START Supplied data

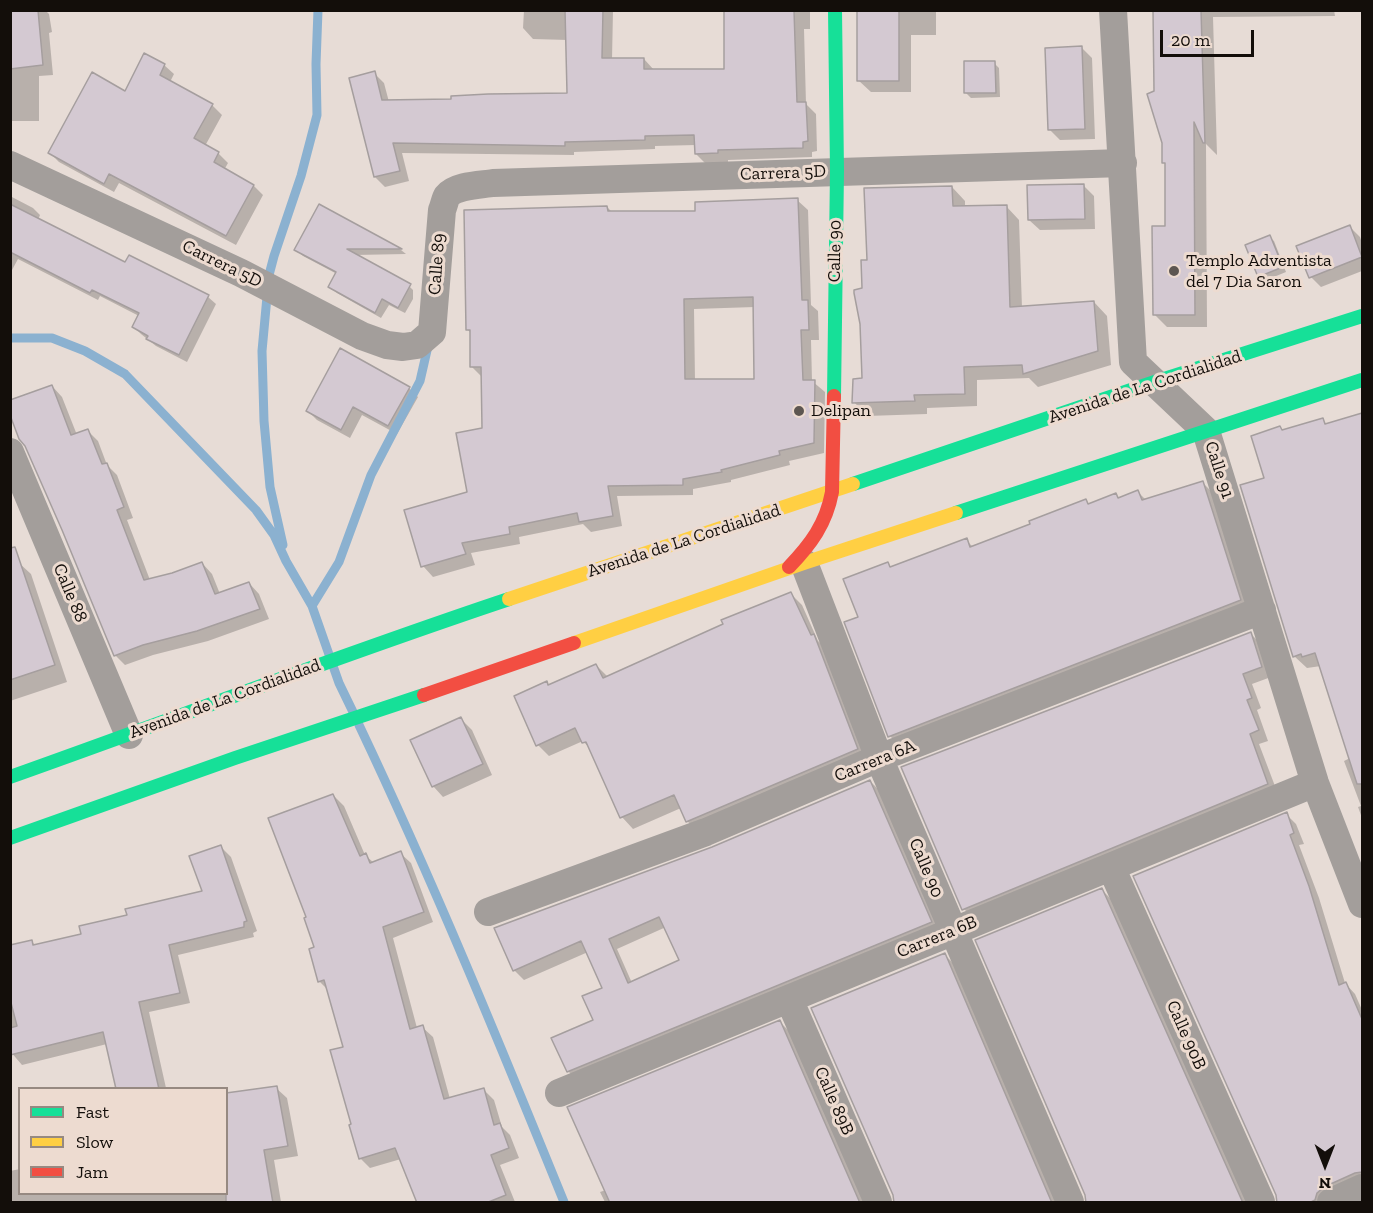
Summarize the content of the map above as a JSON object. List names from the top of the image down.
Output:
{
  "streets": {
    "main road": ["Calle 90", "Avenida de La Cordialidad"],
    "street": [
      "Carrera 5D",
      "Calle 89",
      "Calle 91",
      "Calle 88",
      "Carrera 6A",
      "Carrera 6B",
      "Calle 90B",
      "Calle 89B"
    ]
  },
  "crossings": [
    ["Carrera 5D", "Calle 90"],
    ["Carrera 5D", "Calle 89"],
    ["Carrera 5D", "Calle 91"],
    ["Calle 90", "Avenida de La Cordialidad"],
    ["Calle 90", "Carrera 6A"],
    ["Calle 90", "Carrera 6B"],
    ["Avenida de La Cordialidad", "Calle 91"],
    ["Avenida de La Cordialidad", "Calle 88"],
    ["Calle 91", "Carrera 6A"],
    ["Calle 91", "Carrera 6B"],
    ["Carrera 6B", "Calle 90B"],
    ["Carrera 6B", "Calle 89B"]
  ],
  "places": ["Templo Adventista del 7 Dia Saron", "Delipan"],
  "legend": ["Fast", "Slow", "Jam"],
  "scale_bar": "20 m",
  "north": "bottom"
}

END Supplied data

Your task: From the entries, copy out each line containing the word "Carrera".

Answer section:
      "Carrera 5D",
      "Carrera 6A",
      "Carrera 6B",
    ["Carrera 5D", "Calle 90"],
    ["Carrera 5D", "Calle 89"],
    ["Carrera 5D", "Calle 91"],
    ["Calle 90", "Carrera 6A"],
    ["Calle 90", "Carrera 6B"],
    ["Calle 91", "Carrera 6A"],
    ["Calle 91", "Carrera 6B"],
    ["Carrera 6B", "Calle 90B"],
    ["Carrera 6B", "Calle 89B"]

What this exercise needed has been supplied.